Lorsque les récoltes sont excédentaires, les édiles stockent des céréales panifiables en prévision des années de disette. La tour a servi de grenier d'abondance, selon les dires de Bernard de Haumont. Cette fonction de " tour-grenier " explique très vraisemblablement son nom ; elle a pu coexister avec sa fonction défensive, puisque la dénomination apparaît dès 1589.
Le
rôle militaire de l'enceinte urbaine disparaît au
lendemain de la Fronde. La tour, qui fait 11 mètres de
diamètre intérieur et offre quatre étages
utiles, plus un cachot souterrain et une terrasse, est alors transformée
en prison. La juridiction locale des gabelles, par un ordre royal
de 1664, obtient l'autorisation d'y enfermer les contrevenants
qu'elle juge et condamne.
La tour demeure la propriété de la ville,
qui reçoit un loyer de 250 livres par an. Quelques transformations
sont opérées. Des tinettes superposées sont
aménagées dans la partie du mur, qui se raccorde
à l'ancienne muraille du côté nord et dont
le parement en grès roux est moins élégant
que la pierre de tuffeau employée ailleurs. Le greffe de
la prison est installé dans la grande salle du rez-de-chaussée,
alors sans ouverture vers l'extérieur et seulement desservie
par un escalier descendant depuis le mur d'enceinte ( l'étroite
porte d'entrée actuelle est un aménagement récent
à l'intention de la gendarmerie, qui avait installé
son cachot ).
Des jeux de serrures et de verrous ferment les épaisses
portes et les étroits guichets.
Le tribunal local des gabelles,
composé de trois officiers, condamne les délinquants
à des peines d'amende ou de galères ( qui peuvent
être commuées en engagement dans l'armée ).
Il y a constamment de 50 à 60 prisonniers dans chacune
des trois salles de détention. Au début, ils étaient
enchaînés par les pieds à une poutre centrale ;
à partir de 1695, ils sont enchaînés deux
par deux par le cou, ce qui rend leur situation plus pénible.
Dans
un mémoire de novembre 1711, le curé de Saumur et
son vicaire dressent un tableau effrayant de l'état de
la prison et du taux élevé de mortalité qui
y règne. Voir détails dans l'étude
sur la répression du faux-saunage. Selon eux, la mauvaise
aération des salles est la cause principale de ces nombreux
décès. Ils obtiennent l'ouverture, quelques années
plus tard, de hautes fenêtres, gardées par des grilles
( sur celle du haut, on remarquera un barreau qui a été
scié ).
Quelques autres transformations sont opérées.

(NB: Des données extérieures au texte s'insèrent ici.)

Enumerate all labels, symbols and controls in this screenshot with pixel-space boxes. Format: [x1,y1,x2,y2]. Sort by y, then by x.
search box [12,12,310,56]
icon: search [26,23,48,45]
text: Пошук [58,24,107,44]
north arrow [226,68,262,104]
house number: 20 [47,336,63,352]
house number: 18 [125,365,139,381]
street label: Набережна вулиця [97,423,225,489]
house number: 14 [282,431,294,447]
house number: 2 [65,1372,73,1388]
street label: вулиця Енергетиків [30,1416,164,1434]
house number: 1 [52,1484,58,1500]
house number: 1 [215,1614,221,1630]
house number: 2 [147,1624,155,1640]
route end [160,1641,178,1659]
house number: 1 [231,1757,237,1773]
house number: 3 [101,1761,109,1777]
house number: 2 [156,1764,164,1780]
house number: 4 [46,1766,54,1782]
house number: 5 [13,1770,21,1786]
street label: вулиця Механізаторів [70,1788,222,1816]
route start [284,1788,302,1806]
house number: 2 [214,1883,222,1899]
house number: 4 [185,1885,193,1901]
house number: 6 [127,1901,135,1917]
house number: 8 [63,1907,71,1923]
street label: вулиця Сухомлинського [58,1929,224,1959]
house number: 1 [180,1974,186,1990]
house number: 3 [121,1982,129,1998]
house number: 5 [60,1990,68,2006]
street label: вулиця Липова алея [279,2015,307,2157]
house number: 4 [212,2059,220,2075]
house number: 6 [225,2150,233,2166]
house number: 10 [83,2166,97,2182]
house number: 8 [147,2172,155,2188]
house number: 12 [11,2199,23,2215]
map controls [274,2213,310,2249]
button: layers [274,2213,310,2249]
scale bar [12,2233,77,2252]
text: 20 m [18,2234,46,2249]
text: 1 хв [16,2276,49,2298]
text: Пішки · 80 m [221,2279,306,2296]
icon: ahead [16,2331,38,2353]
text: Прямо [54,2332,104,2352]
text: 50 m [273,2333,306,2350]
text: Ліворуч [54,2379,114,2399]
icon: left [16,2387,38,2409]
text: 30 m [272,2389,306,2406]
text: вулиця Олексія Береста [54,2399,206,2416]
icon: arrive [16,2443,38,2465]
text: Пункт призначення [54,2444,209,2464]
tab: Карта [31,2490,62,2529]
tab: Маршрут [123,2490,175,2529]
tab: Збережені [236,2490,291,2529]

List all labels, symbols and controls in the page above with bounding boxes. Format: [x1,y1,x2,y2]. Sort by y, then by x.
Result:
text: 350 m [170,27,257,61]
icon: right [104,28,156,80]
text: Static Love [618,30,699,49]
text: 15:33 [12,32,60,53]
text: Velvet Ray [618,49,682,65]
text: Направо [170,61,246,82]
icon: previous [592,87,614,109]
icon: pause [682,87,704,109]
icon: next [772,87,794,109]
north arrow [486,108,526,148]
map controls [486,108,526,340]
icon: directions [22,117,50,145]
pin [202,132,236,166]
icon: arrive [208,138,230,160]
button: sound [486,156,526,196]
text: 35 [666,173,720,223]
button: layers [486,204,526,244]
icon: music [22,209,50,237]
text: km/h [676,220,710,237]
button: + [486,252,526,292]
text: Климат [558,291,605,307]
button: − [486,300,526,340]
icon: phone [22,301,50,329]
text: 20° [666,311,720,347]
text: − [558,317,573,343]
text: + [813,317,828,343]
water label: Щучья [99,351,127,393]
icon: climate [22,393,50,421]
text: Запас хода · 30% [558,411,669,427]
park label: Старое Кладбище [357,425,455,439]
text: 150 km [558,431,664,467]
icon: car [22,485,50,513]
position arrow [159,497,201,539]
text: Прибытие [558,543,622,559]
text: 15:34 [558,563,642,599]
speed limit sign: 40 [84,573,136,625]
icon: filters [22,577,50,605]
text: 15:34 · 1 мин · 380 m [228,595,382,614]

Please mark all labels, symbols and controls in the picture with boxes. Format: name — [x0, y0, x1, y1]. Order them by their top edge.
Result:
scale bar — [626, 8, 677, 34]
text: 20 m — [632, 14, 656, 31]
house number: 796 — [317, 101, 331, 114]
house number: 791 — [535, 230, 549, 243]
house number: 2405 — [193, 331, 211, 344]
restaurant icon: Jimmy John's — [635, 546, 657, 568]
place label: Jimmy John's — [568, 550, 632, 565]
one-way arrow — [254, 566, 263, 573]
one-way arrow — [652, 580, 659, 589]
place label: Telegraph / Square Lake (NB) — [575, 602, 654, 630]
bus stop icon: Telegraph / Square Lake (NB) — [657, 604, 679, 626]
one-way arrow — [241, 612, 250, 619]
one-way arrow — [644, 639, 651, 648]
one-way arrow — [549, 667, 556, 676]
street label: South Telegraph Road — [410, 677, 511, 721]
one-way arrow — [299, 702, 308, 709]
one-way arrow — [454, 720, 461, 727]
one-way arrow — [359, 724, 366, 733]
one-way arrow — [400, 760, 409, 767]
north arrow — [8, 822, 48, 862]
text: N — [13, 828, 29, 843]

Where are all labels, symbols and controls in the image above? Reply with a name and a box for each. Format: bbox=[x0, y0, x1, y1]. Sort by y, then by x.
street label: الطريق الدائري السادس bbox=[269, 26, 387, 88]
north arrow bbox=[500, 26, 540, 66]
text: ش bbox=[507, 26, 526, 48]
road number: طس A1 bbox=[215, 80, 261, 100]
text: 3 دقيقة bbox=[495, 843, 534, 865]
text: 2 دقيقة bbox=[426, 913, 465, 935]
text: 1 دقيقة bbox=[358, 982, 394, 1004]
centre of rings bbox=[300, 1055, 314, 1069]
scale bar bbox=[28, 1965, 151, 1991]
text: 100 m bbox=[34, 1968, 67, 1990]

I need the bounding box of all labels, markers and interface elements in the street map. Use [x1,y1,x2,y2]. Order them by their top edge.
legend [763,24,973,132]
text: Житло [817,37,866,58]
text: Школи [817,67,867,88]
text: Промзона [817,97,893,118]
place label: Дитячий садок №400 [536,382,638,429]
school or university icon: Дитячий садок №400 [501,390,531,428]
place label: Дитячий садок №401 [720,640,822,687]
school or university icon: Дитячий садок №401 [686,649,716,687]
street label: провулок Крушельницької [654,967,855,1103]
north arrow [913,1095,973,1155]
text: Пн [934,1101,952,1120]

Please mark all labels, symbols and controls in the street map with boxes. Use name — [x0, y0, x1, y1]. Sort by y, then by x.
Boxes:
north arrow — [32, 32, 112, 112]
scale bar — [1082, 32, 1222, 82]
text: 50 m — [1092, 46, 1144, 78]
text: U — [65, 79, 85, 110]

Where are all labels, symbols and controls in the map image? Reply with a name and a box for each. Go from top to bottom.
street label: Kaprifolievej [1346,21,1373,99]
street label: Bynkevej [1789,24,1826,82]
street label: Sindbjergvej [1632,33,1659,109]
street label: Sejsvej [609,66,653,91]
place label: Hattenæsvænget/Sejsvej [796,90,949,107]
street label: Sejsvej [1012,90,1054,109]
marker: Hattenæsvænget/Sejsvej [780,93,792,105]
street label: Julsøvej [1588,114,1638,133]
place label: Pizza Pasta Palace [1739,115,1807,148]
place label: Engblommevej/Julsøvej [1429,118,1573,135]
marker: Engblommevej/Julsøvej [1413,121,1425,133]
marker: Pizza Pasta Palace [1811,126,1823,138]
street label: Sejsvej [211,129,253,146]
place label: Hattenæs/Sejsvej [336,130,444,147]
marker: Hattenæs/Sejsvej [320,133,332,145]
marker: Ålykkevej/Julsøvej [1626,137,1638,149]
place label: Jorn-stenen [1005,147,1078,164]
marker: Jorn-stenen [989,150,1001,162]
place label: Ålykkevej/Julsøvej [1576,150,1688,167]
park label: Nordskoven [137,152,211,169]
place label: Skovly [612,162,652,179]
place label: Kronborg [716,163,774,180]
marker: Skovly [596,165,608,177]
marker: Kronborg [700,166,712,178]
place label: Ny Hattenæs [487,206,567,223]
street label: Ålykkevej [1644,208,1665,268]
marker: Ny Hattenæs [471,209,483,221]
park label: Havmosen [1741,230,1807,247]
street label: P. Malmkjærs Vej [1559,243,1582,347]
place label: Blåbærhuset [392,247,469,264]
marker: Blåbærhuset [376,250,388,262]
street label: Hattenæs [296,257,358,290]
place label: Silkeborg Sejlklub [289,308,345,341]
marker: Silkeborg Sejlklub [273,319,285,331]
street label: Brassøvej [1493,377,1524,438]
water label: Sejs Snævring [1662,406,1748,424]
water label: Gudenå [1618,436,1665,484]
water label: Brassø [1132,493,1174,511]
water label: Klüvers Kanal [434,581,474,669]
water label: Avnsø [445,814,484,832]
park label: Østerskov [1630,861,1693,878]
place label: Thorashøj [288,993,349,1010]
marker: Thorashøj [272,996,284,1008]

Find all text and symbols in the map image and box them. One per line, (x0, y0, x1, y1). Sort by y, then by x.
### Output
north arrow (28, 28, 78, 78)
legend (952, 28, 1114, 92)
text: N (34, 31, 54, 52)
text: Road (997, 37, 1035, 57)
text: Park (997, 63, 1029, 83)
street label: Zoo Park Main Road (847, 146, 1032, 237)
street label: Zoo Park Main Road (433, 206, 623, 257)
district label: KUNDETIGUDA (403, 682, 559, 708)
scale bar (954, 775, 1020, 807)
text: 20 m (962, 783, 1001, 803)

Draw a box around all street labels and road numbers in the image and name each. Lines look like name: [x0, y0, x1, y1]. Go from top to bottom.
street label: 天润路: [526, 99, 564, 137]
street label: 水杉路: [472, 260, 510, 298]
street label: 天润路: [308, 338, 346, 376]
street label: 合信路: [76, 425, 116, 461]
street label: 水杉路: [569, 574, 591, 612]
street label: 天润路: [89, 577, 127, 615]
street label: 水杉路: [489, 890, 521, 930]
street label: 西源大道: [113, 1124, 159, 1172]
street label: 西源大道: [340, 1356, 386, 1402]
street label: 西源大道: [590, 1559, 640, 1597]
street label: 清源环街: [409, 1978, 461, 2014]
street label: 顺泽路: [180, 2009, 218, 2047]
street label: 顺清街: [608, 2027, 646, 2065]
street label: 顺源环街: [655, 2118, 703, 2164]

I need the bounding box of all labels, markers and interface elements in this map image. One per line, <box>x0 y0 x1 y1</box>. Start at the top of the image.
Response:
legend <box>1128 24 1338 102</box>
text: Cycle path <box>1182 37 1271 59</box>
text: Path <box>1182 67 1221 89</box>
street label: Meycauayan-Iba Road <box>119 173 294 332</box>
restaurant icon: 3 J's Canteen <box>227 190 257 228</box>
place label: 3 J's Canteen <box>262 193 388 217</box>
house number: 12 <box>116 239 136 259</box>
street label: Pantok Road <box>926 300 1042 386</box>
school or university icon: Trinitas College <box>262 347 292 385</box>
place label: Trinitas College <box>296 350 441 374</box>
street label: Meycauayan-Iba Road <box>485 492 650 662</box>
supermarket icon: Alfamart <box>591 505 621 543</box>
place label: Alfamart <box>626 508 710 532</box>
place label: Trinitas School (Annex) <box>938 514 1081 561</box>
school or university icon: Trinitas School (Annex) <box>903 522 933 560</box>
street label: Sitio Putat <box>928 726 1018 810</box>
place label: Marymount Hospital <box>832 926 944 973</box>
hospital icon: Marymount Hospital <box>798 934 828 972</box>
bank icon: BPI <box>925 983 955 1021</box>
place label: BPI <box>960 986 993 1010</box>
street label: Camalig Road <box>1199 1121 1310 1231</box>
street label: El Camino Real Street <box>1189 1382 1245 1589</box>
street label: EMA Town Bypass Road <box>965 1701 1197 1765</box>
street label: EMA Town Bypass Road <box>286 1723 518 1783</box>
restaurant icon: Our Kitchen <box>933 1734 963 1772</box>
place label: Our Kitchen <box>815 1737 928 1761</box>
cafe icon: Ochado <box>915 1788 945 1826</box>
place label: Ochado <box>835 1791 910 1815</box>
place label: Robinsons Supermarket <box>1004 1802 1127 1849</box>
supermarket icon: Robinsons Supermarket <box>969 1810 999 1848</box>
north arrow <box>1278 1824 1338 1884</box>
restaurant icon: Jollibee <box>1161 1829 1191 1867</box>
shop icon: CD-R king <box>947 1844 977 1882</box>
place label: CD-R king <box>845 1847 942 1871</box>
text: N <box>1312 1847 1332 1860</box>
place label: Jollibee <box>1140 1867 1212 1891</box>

Une chapelle, dédiée à saint André,
située au premier étage de l'actuelle crèche
Chauvet, est bénite en 1726. Les douves sont comblées
et remplacées par des préaux et par des cours entourés
de hauts murs ; les prisonniers peuvent s'y aérer
( auparavant, ils ne disposaient que d'un accès limité
à la terrasse supérieure ).
La situation de la prison ne s'améliore pas pour autant, car, le 3 juillet 1742 est créée une Commission souveraine, un tribunal spécial chargé de réprimer de façon exemplaire les plus graves délits de faux-saunage commis dans les généralités de Tours, Poitiers, Bourges et Moulins. Comme cette cour prononce d'abondantes peines de galères, la tour Grenetière déborde de prisonniers, surtout avant le passage de la chaîne. Des femmes apparaissent en plus grand nombre ; elles sont parquées dans la tour du Bourg.
La gabelle est abolie, officiellement à compter du 1er avril 1790, mais elle était perçue à un tarif réduit depuis le mois d'octobre précédent. La Commission souveraine est révoquée le 27 septembre 1789. Les prisonniers sont amnistiés et aussitôt libérés. Ainsi s'achève une première période carcérale qui a duré plus d'un siècle. La tour est vide pour quelque temps.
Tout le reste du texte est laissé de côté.